• [EXERCISE INSTRUCTIONS]:
The lines to copy are those holding the string "Platinum" in the entries below.

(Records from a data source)

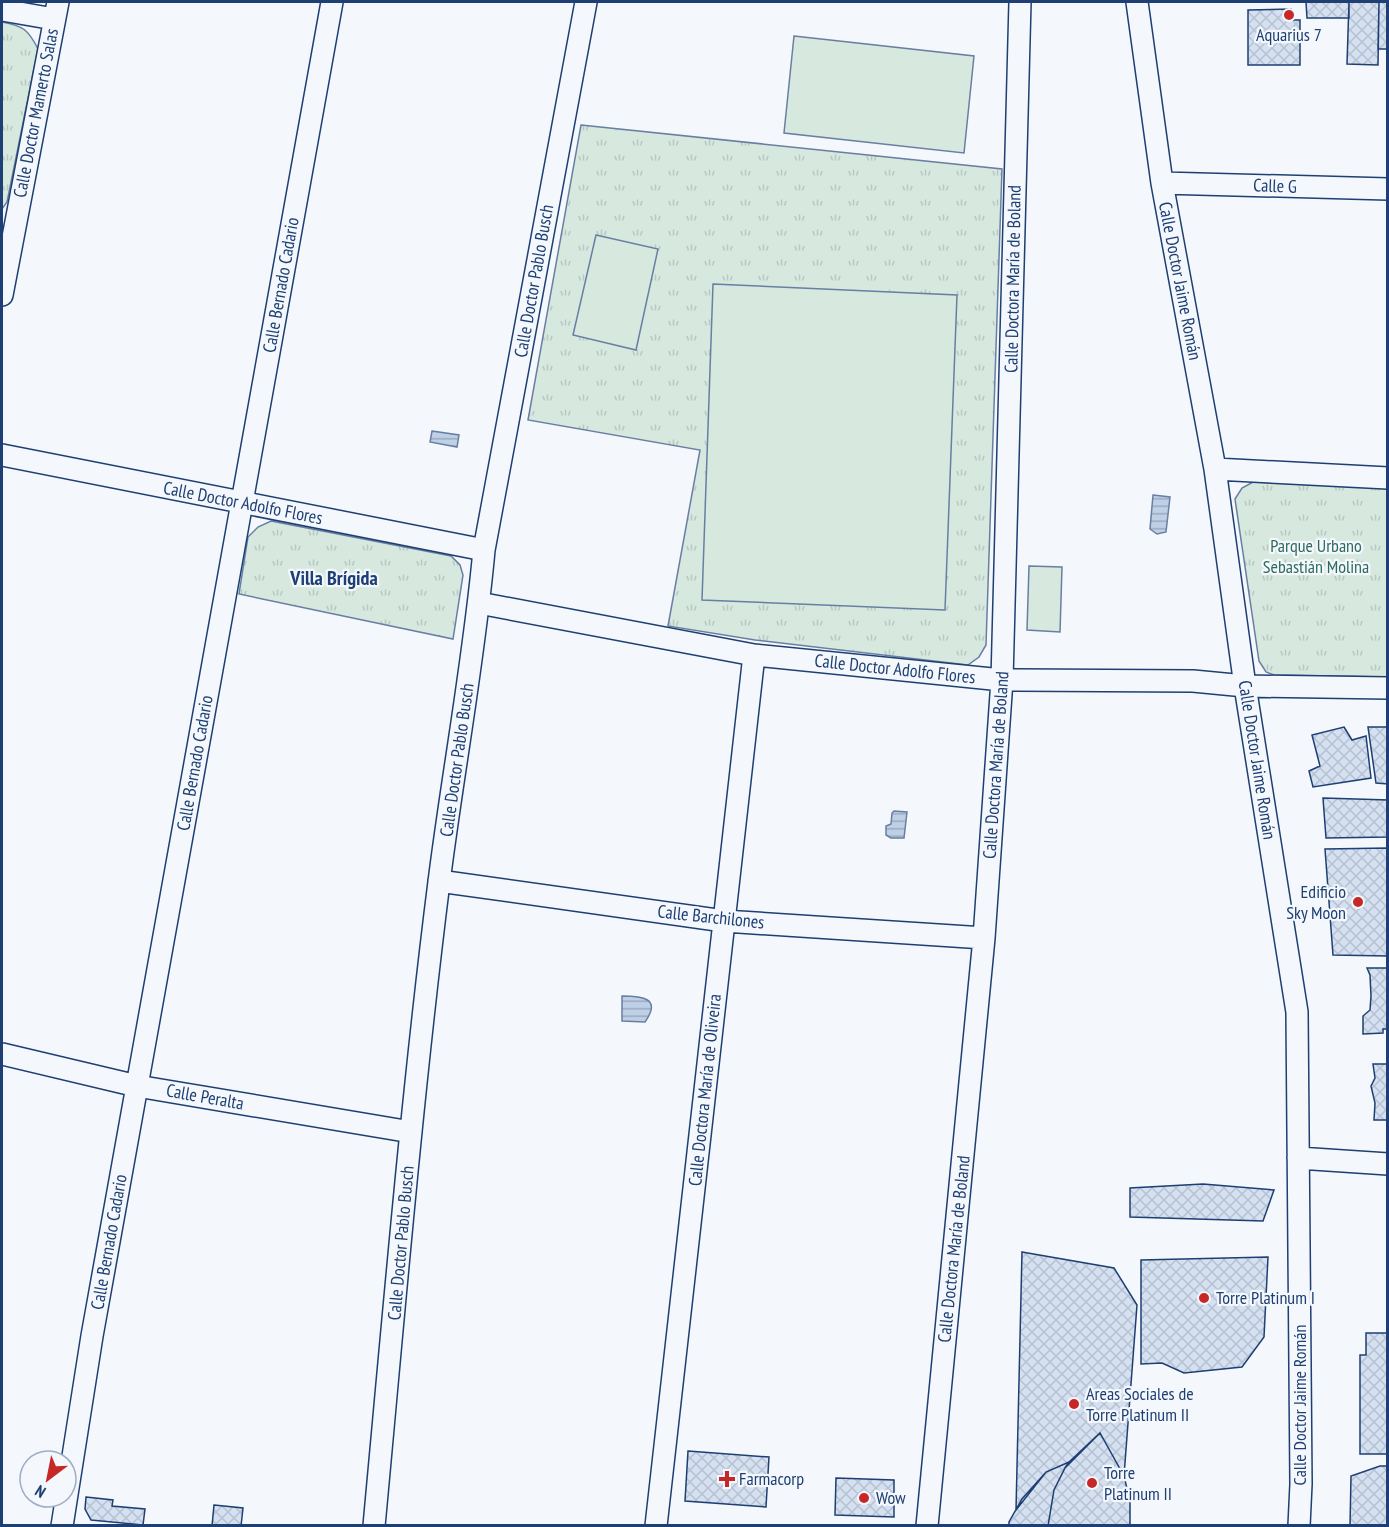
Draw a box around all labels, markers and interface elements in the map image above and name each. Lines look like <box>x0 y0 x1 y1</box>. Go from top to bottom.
marker: Aquarius 7 <box>1282 8 1296 22</box>
place label: Aquarius 7 <box>1256 23 1322 46</box>
street label: Calle Doctor Mamerto Salas <box>8 26 63 199</box>
street label: Calle G <box>1253 173 1297 198</box>
street label: Calle Doctora María de Boland <box>999 185 1026 373</box>
street label: Calle Doctor Jaime Román <box>1154 200 1207 362</box>
street label: Calle Doctor Pablo Busch <box>509 203 558 359</box>
street label: Calle Bernado Cadario <box>257 215 304 354</box>
street label: Calle Doctor Adolfo Flores <box>162 476 325 529</box>
park label: Parque Urbano Sebastián Molina <box>1263 534 1369 578</box>
district label: Villa Brígida <box>289 565 378 591</box>
street label: Calle Doctor Adolfo Flores <box>814 649 977 688</box>
street label: Calle Doctora María de Boland <box>977 670 1014 859</box>
street label: Calle Doctor Jaime Román <box>1234 679 1281 841</box>
street label: Calle Doctor Pablo Busch <box>434 682 479 838</box>
street label: Calle Bernado Cadario <box>171 693 218 832</box>
place label: Edificio Sky Moon <box>1286 880 1346 924</box>
marker: Edificio Sky Moon <box>1351 895 1365 909</box>
street label: Calle Barchilones <box>657 899 766 934</box>
street label: Calle Doctora María de Oliveira <box>683 993 726 1187</box>
street label: Calle Peralta <box>165 1078 246 1115</box>
street label: Calle Doctora María de Boland <box>932 1154 975 1344</box>
street label: Calle Doctor Pablo Busch <box>382 1165 419 1321</box>
street label: Calle Bernado Cadario <box>85 1172 132 1311</box>
place label: Torre Platinum I <box>1216 1286 1315 1309</box>
marker: Torre Platinum I <box>1197 1291 1211 1305</box>
street label: Calle Doctor Jaime Román <box>1288 1325 1311 1485</box>
place label: Areas Sociales de Torre Platinum II <box>1086 1382 1194 1426</box>
marker: Areas Sociales de Torre Platinum II <box>1067 1397 1081 1411</box>
north arrow <box>18 1449 78 1509</box>
place label: Torre Platinum II <box>1104 1461 1172 1505</box>
place label: Farmacorp <box>739 1467 804 1490</box>
marker: Farmacorp <box>720 1472 734 1486</box>
marker: Torre Platinum II <box>1085 1476 1099 1490</box>
text: N <box>31 1481 49 1502</box>
place label: Wow <box>876 1486 906 1509</box>
marker: Wow <box>857 1491 871 1505</box>

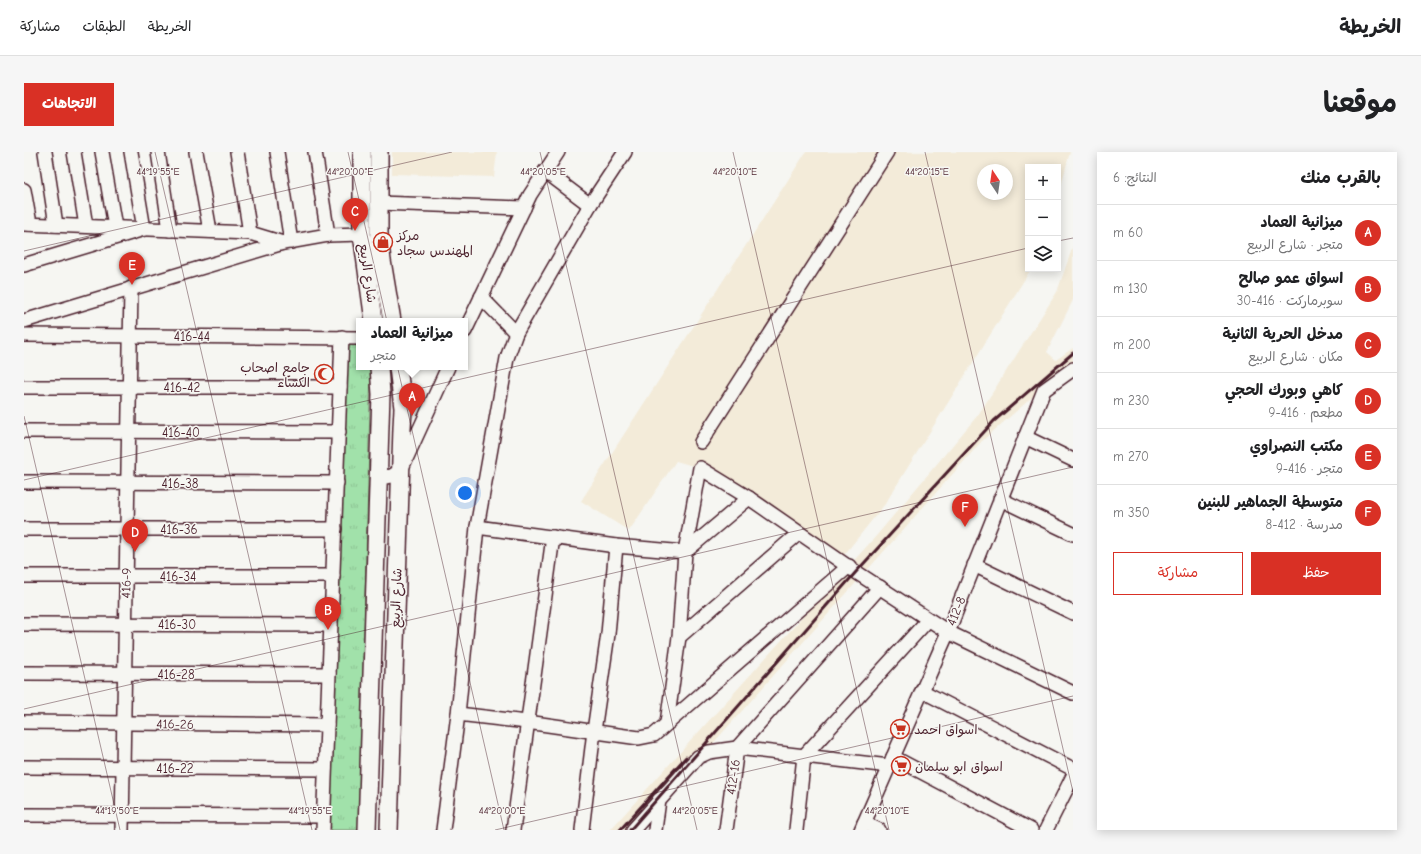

• [OUTPUT FOR THIS EXERCISE]:
place label: Torre Platinum I <box>1216 1286 1315 1309</box>
marker: Torre Platinum I <box>1197 1291 1211 1305</box>
place label: Areas Sociales de Torre Platinum II <box>1086 1382 1194 1426</box>
marker: Areas Sociales de Torre Platinum II <box>1067 1397 1081 1411</box>
place label: Torre Platinum II <box>1104 1461 1172 1505</box>
marker: Torre Platinum II <box>1085 1476 1099 1490</box>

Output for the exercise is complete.